QUICがWebベースのアプリケーションのパフォーマンスとセキュリティの向上に重点を置いているのに対し、MQTTはリソースに制約のある環境に軽量で効率的なメッセージング・ソリューションを提供することに重点を置いて作られています。QUIC上でMQTTを実行することで、パフォーマンスの大幅な向上とレイテンシーの短縮が期待でき、トランスポート・レイヤー・セキュリティ(TLS)の追加オーバーヘッドを必要とせずにパフォーマンスの向上を実現することができます。QUICスタックの実装はほとんどがユーザー空間で行われるため、QUICのデータ転送は、アプリケーション層の特定の要件に基づいて、さまざまなネットワーク環境に適応するようにカスタマイズすることができます。

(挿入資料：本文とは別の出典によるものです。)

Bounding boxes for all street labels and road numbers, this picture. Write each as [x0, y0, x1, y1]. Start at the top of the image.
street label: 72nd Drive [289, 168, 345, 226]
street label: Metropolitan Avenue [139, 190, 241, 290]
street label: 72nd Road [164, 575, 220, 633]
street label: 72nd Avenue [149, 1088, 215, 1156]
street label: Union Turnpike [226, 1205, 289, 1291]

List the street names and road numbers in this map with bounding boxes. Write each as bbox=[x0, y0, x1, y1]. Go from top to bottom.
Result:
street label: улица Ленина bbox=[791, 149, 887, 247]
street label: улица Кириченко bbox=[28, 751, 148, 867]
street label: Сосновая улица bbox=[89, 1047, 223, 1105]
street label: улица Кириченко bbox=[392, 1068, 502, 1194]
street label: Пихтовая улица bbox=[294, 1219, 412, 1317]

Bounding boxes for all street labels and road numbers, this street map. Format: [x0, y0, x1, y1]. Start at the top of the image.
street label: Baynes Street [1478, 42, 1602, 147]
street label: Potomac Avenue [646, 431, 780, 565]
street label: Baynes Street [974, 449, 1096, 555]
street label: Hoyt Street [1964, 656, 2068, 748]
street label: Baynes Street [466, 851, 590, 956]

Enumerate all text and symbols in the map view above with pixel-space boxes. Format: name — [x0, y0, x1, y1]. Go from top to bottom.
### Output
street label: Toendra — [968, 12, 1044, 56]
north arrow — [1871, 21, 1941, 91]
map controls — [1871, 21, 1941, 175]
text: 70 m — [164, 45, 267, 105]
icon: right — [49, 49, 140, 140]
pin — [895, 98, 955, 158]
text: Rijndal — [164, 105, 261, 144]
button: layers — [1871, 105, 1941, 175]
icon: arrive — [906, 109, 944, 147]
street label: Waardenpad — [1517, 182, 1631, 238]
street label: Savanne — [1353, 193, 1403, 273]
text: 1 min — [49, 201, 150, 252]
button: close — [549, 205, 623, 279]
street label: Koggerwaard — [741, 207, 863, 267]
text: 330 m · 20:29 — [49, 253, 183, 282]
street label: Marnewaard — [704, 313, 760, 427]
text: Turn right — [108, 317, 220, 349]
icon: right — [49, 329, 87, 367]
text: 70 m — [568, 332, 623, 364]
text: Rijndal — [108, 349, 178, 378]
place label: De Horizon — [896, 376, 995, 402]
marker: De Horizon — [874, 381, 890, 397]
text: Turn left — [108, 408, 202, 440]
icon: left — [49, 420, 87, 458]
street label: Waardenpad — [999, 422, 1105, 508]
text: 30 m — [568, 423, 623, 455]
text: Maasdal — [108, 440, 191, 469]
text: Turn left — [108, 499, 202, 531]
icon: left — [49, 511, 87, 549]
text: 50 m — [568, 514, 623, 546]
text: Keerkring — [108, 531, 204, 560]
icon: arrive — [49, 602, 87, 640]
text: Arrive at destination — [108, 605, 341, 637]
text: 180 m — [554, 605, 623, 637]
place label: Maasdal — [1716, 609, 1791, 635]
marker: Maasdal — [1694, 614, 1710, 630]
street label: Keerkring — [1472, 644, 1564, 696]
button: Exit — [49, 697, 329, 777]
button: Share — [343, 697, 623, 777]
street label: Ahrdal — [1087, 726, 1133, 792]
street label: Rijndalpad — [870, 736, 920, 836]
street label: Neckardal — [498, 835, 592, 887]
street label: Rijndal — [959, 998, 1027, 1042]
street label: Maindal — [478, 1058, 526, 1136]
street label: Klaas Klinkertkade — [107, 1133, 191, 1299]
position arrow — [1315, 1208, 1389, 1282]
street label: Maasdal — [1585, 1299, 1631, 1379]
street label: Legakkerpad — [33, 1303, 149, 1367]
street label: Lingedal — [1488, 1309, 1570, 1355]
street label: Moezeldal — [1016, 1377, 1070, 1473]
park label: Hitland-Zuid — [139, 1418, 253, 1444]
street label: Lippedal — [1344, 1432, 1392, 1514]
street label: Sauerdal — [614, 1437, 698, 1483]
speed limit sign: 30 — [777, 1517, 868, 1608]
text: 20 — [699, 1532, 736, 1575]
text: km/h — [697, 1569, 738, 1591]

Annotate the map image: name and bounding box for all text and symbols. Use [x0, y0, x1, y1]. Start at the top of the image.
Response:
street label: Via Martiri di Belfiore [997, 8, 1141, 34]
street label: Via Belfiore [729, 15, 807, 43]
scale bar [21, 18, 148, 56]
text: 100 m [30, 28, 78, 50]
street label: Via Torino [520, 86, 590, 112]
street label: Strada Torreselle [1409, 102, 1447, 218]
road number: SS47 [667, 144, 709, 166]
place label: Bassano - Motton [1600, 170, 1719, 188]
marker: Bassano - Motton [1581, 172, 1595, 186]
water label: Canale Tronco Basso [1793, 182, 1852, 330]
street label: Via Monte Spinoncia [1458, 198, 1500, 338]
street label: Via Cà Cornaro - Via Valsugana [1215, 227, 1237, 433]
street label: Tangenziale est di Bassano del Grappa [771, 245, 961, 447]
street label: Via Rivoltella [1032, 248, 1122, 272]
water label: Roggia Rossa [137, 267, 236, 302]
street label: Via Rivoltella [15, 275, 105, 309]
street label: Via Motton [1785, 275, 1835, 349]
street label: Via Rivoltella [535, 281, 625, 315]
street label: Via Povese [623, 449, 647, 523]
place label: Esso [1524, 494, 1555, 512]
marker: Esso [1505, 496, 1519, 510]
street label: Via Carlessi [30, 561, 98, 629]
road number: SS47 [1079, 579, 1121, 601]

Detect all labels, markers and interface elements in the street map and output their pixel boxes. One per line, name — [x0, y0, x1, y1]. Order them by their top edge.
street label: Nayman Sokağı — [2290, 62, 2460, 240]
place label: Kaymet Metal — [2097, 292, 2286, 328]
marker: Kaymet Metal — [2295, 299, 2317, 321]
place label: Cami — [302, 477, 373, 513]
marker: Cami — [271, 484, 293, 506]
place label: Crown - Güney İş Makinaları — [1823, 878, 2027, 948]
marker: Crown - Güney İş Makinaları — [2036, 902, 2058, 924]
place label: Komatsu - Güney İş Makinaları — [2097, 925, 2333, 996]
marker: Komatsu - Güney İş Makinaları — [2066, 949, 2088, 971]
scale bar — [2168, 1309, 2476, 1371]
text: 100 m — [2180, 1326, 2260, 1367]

MQTT Over QUICとMQTT Over TCP/TLSの比較

MQTT over TCP/TLSとは、トランスポート層としてTransmission Control Protocol(TCP)上でMQTTプロトコルを使用することを指します。TCPは、デバイス間のデータパケットの適切な配信を保証する、信頼性の高い接続指向のプロトコルである。TLS(Transport Layer Security)は、2つのエンドポイント間で送信されるデータを暗号化することにより、ネットワーク上での安全な通信を提供する暗号化プロトコルである。TLSは通常、TCPの上位レイヤーとして実装されます。つまり、TCPを使用して2つのエンドポイント間の接続を確立および維持してから、その接続を介して送信されるデータを暗号化します。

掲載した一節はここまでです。